Should the FDA mandate the addition of “added sugars” to food labels? Or will it further confuse already confused consumers?
How often do you flip over a food package and read its nutrition facts? If you’re a food writer like me, you probably do it every single time—even on items you buy regularly—taking hours to shop for items most people spend mere minutes on. You never know when a brand is going to decide to change its ingredients, right? And sometimes I find I don’t remember what the ingredients are in some of the foods I purchase and like the reminder, especially when it comes to added sugars.
Now, the FDA is considering adding a section to the nutrition facts panel for added sugars (you know, that tiny little black and white box on the side or back of the product packaging that you have to twirl past all the pretty colors and images to get to). Current labels show sugars as a lump fact and total carbohydrates, which usually also includes fiber. It’s boring stuff unless you’re someone who gets pleasure out of serving sizes per container and “additional nutrients.”

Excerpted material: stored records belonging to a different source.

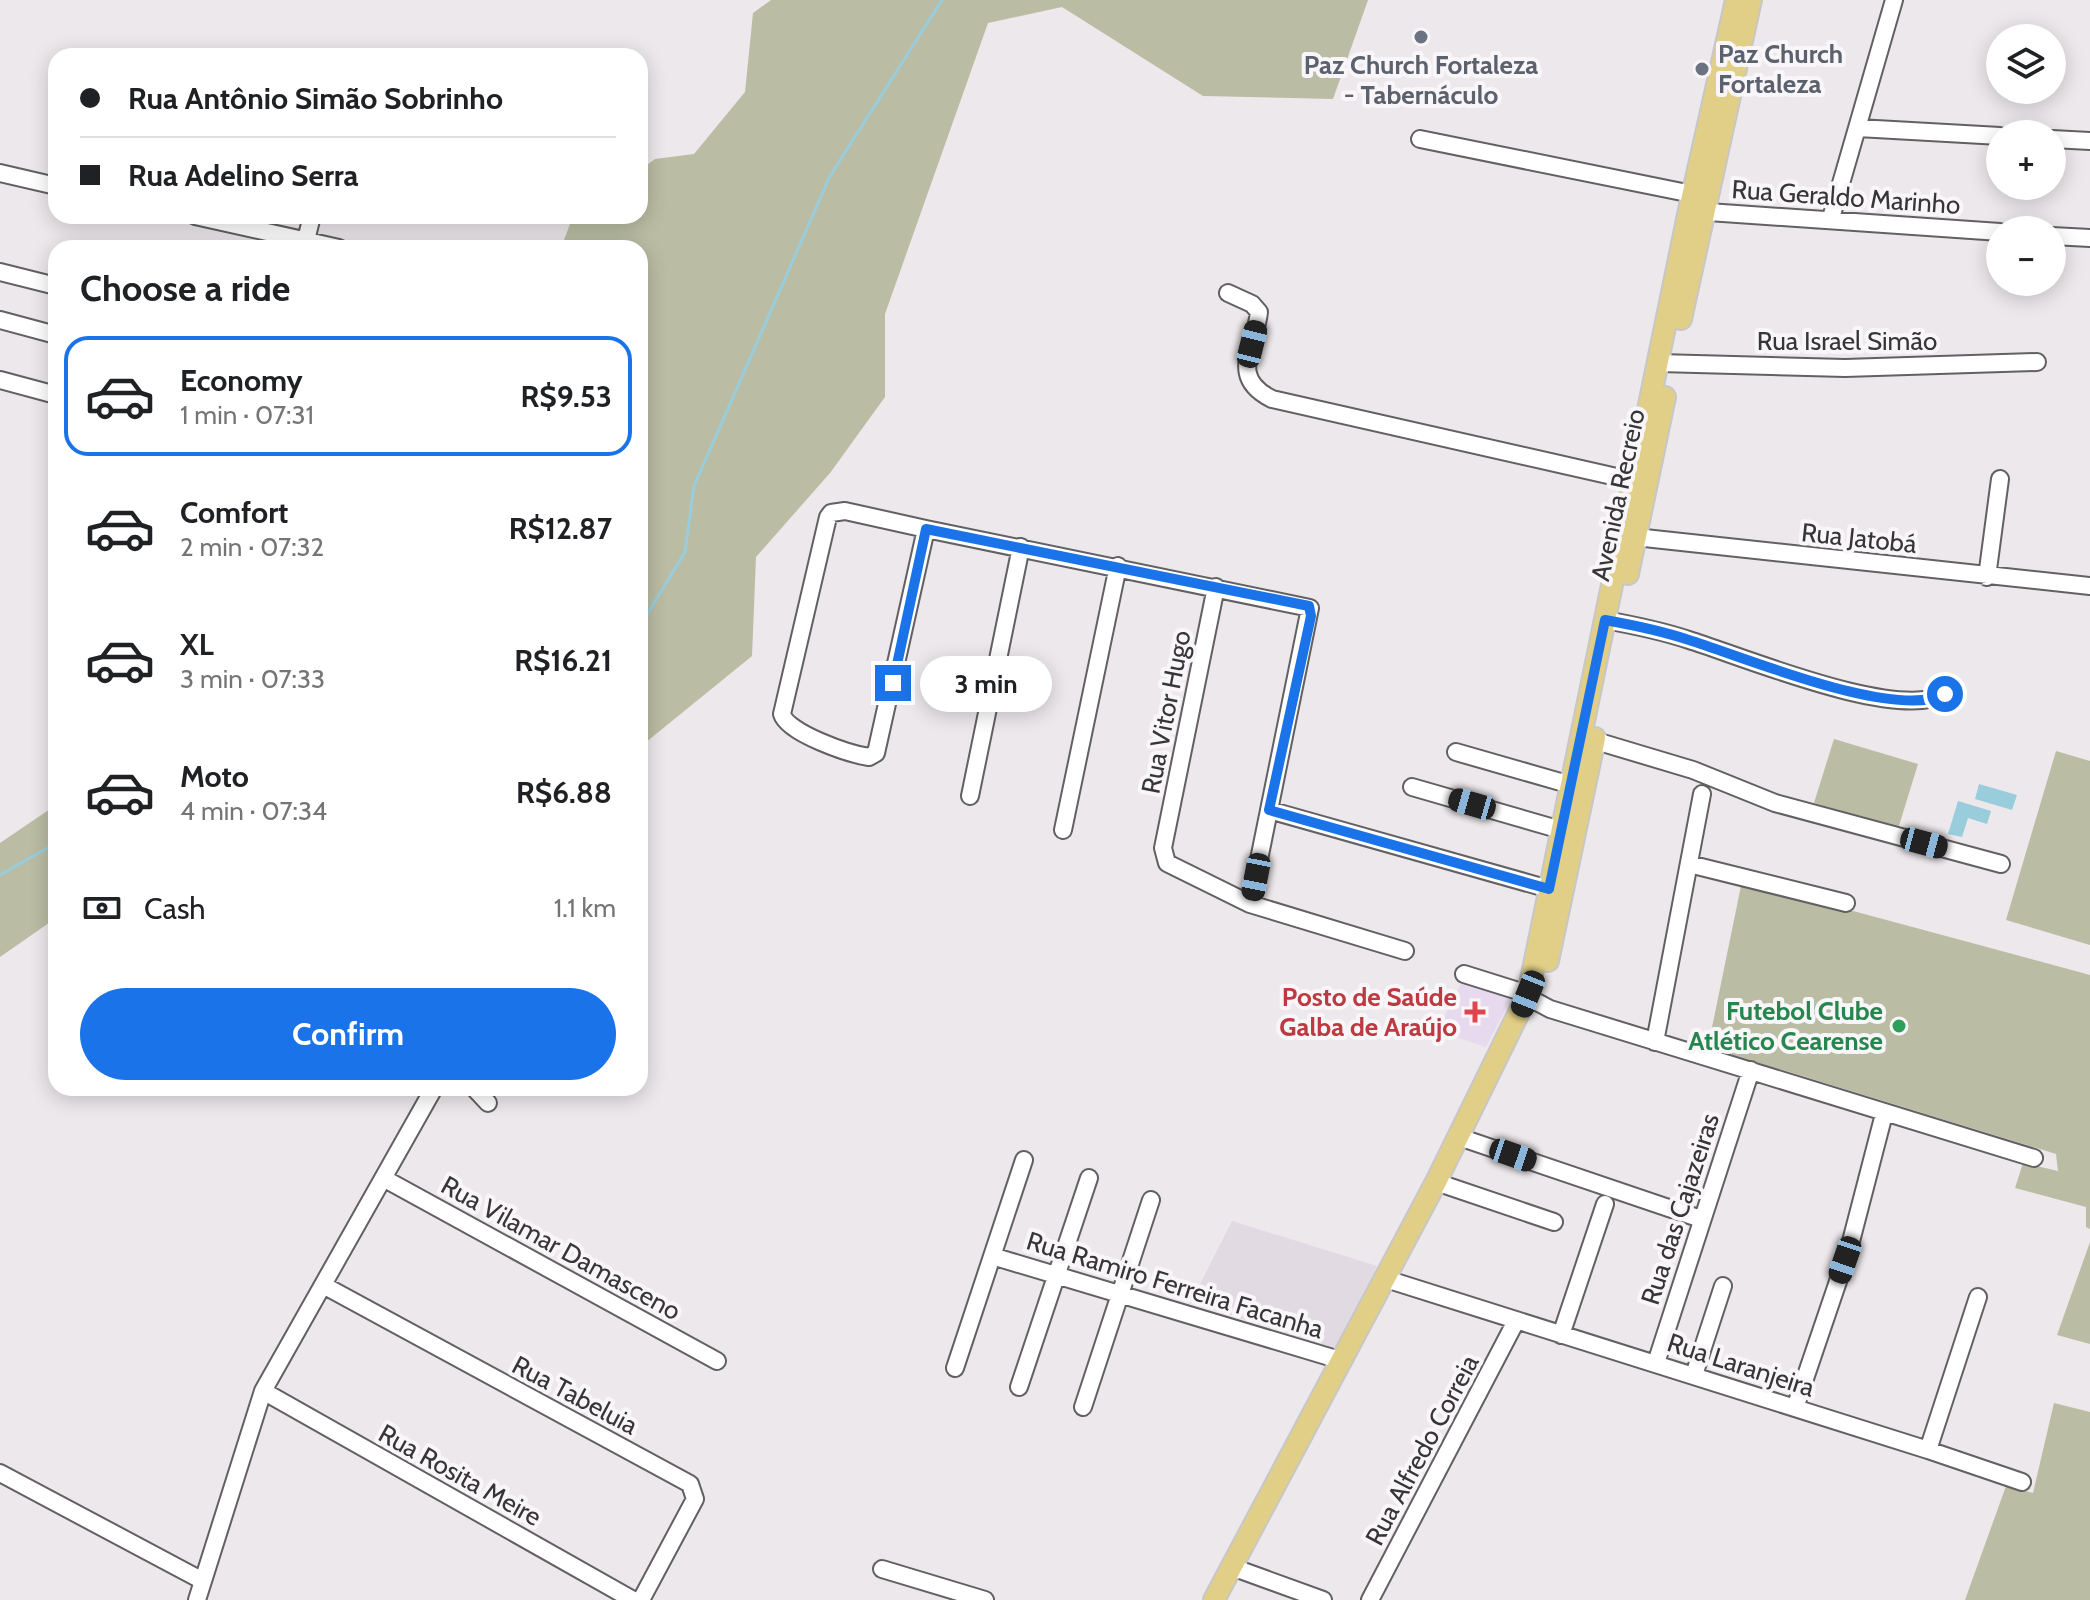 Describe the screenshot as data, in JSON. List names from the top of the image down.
{
  "streets": {
    "main road": ["Avenida Recreio"],
    "street": [
      "Rua Geraldo Marinho",
      "Rua Israel Simão",
      "Rua Jatobá",
      "Rua Vitor Hugo",
      "Rua das Cajazeiras",
      "Rua Vilamar Damasceno",
      "Rua Ramiro Ferreira Facanha",
      "Rua Laranjeira",
      "Rua Tabeluia",
      "Rua Alfredo Correia",
      "Rua Rosita Meire"
    ]
  },
  "crossings": [
    ["Rua Geraldo Marinho", "Avenida Recreio"],
    ["Rua Israel Simão", "Avenida Recreio"],
    ["Avenida Recreio", "Rua Jatobá"],
    ["Rua das Cajazeiras", "Rua Laranjeira"],
    ["Rua Laranjeira", "Rua Alfredo Correia"]
  ],
  "places": {
    "other": ["Paz Church Fortaleza - Tabernáculo", "Paz Church Fortaleza", "Futebol Clube Atlético Cearense"],
    "health": ["Posto de Saúde Galba de Araújo"]
  },
  "page": {
    "map_buttons": ["+", "−"],
    "banner": ["Rua Antônio Simão Sobrinho", "Rua Adelino Serra"],
    "heading": "Choose a ride",
    "list": [
      {
        "name": "Economy",
        "note": "1 min · 07:31",
        "value": "R$9.53"
      },
      {
        "name": "Comfort",
        "note": "2 min · 07:32",
        "value": "R$12.87"
      },
      {
        "name": "XL",
        "note": "3 min · 07:33",
        "value": "R$16.21"
      },
      {
        "name": "Moto",
        "note": "4 min · 07:34",
        "value": "R$6.88"
      }
    ],
    "bubble": "3 min",
    "pay": ["Cash", "1.1 km"],
    "buttons": "Confirm"
  }
} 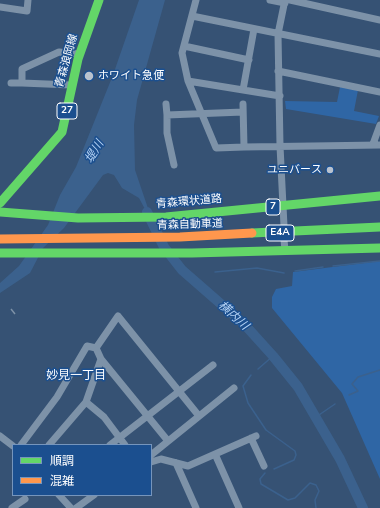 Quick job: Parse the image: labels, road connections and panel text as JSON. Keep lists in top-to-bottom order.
{
  "streets": {
    "main road": [
      "青森浪岡線",
      "27",
      "青森環状道路",
      "7",
      "青森自動車道",
      "E4A"
    ]
  },
  "districts": ["妙見一丁目"],
  "water": ["堤川", "横内川"],
  "places": ["ホワイト急便", "ユニバース"],
  "legend": ["順調", "混雑"]
} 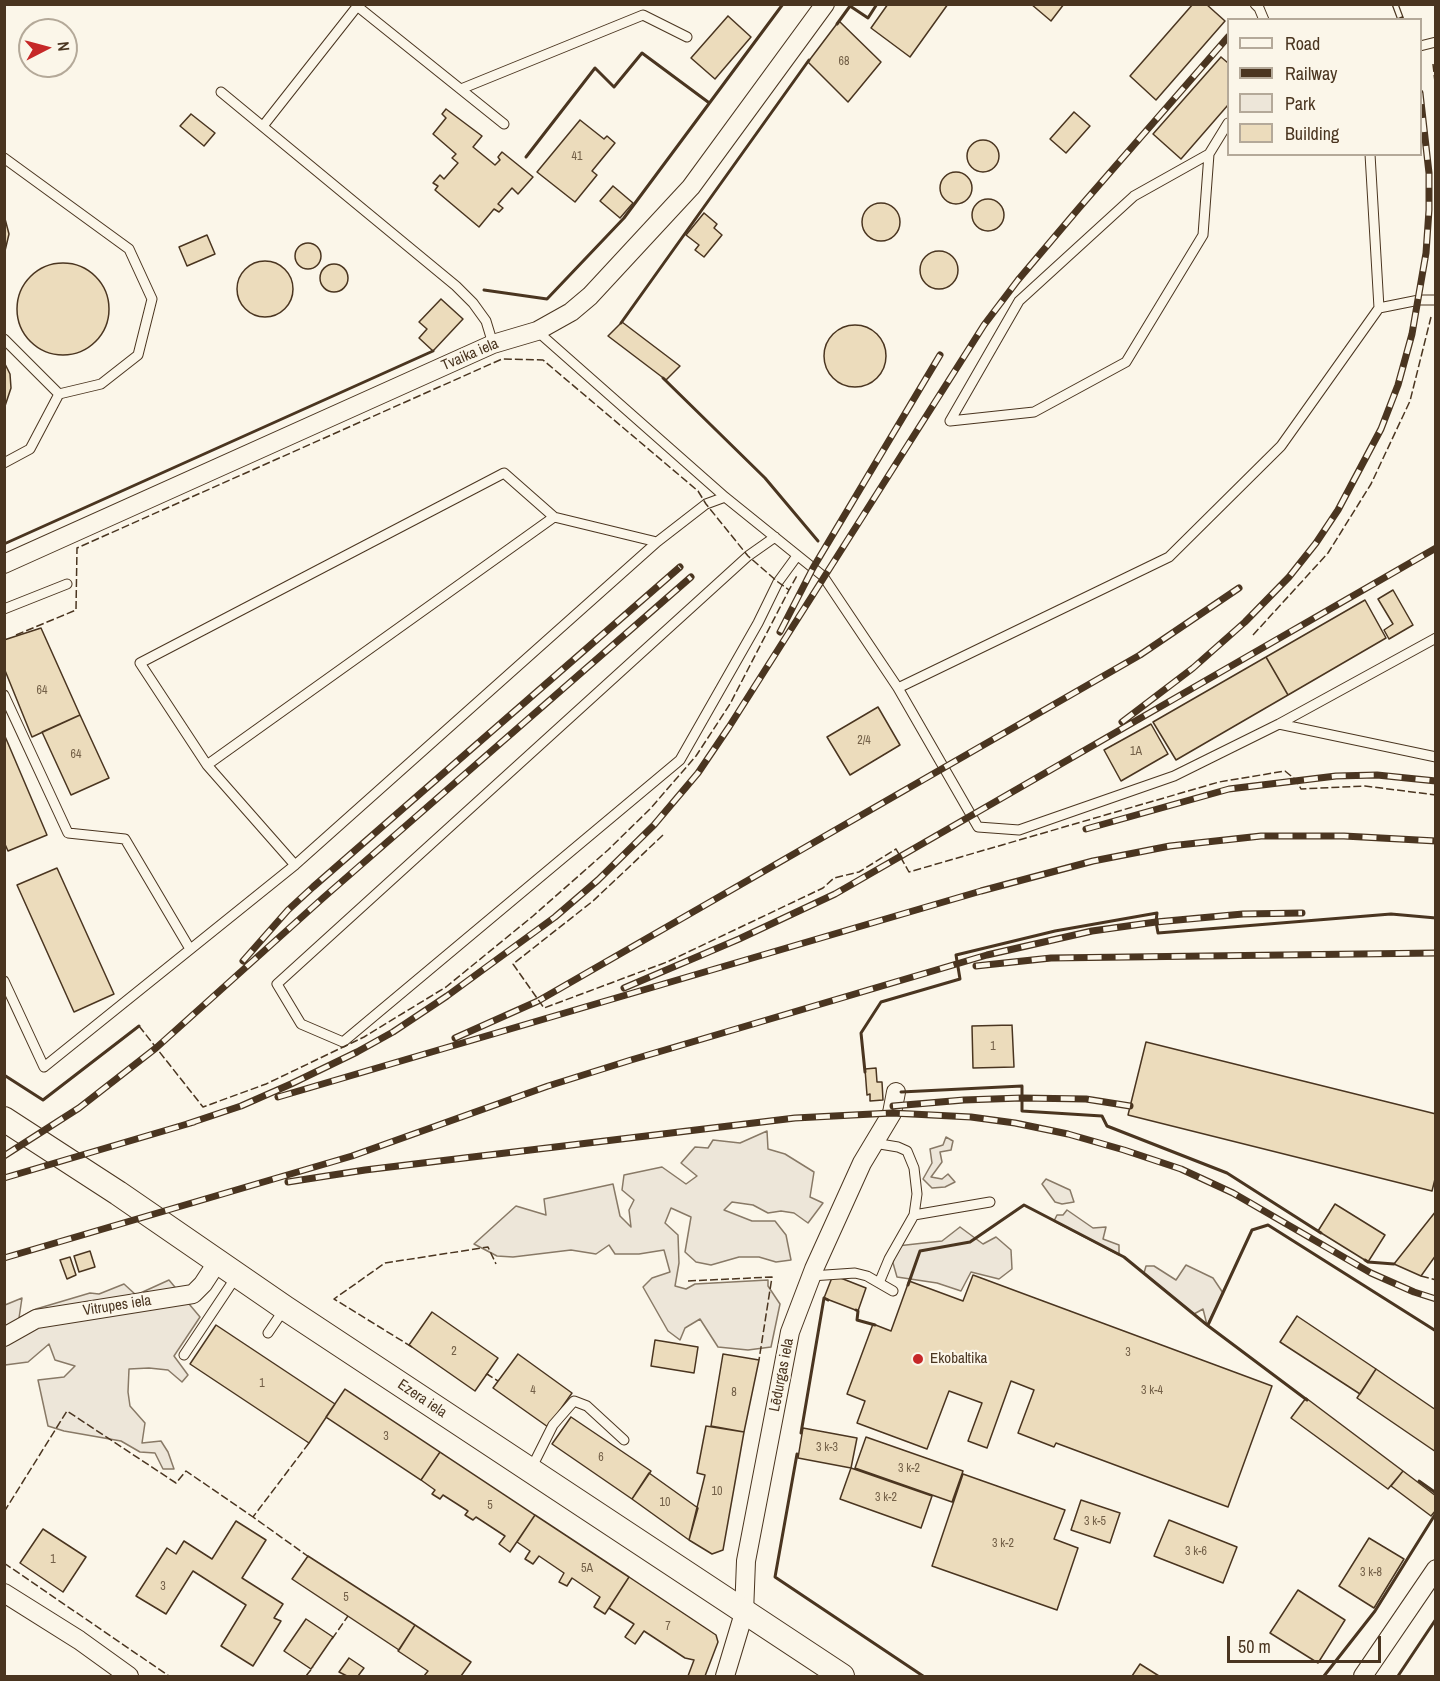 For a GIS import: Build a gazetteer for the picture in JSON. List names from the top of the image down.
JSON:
{
  "streets": {
    "street": [
      "Tvaika iela",
      "Vitrupes iela",
      "Lēdurgas iela",
      "Ezera iela"
    ]
  },
  "crossings": [
    ["Vitrupes iela", "Ezera iela"],
    ["Lēdurgas iela", "Ezera iela"]
  ],
  "places": ["Ekobaltika"],
  "house_numbers": [
    "68",
    "41",
    "64",
    "2/4",
    "1A",
    "64",
    "1",
    "2",
    "3",
    "1",
    "4",
    "3 k-4",
    "8",
    "3",
    "3 k-3",
    "6",
    "3 k-2",
    "10",
    "3 k-2",
    "10",
    "5",
    "3 k-5",
    "3 k-2",
    "3 k-6",
    "1",
    "5A",
    "3 k-8",
    "3",
    "5",
    "7"
  ],
  "legend": [
    "Road",
    "Railway",
    "Park",
    "Building"
  ],
  "scale_bar": "50 m",
  "north": "right"
} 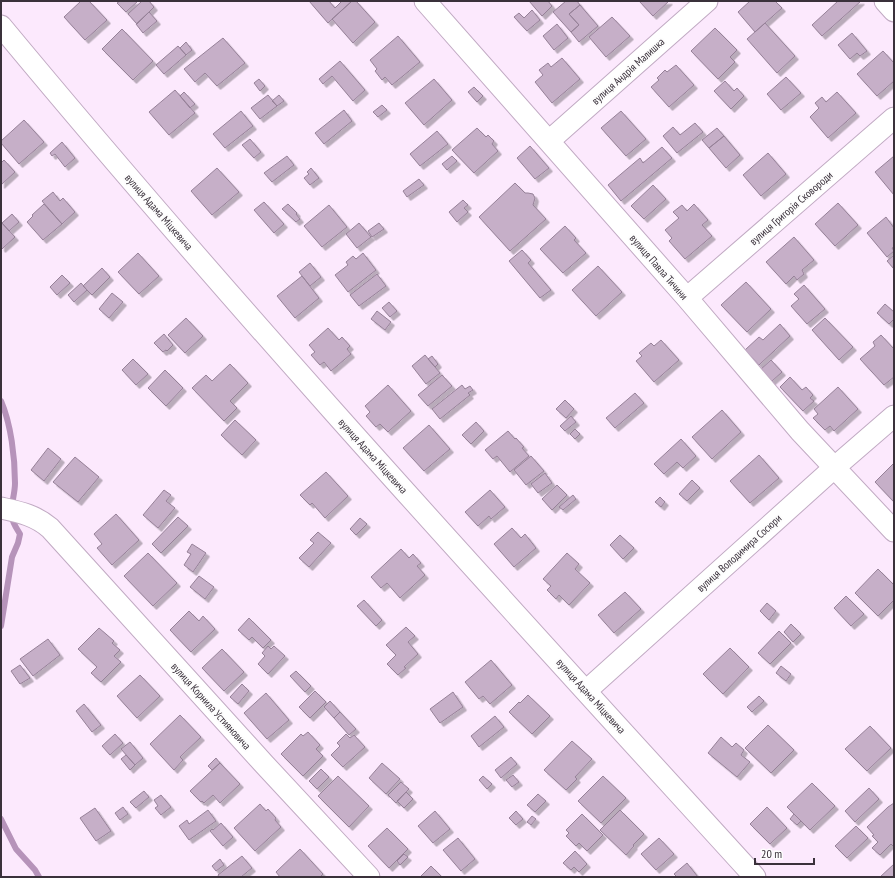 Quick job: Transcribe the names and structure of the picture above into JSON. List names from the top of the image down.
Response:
{
  "streets": {
    "street": [
      "вулиця Андрія Малишка",
      "вулиця Григорія Сковороди",
      "вулиця Адама Міцкевича",
      "вулиця Павла Тичини",
      "вулиця Володимира Сосюри",
      "вулиця Корнила Устияновича"
    ]
  },
  "crossings": [
    ["вулиця Андрія Малишка", "вулиця Павла Тичини"],
    ["вулиця Григорія Сковороди", "вулиця Павла Тичини"],
    ["вулиця Адама Міцкевича", "вулиця Володимира Сосюри"],
    ["вулиця Павла Тичини", "вулиця Володимира Сосюри"]
  ],
  "scale_bar": "20 m"
}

But for most people, it’s the front of packaging that does the selling: the delicious flavor names, fiber or whole grain claims, the USDA organic logo, the word “natural,” and countless other words, images and even color schemes designed to lure us into taking that product off the shelf and placing it ever so delicately into our carts.
Sugar now though, is a serious concern. Former New York City Mayor Michael Bloomberg tried passing a ban on some soda sizes in efforts to stamp out the city’s growing obesity epidemic. Schools have phased out soft drinks and junk food from vending machines and cafeterias, and the Navajo Nation just passed the nation’s first sin tax on junk food, also in an effort to curb obesity and type 2 diabetes.
Behind the FDA’s push to label added sugars is hope that consumers will begin to understand the differences between sugars that are naturally occurring—say like in a fruit juice—and those that are added, like to a yogurt, a soft drink or cereal.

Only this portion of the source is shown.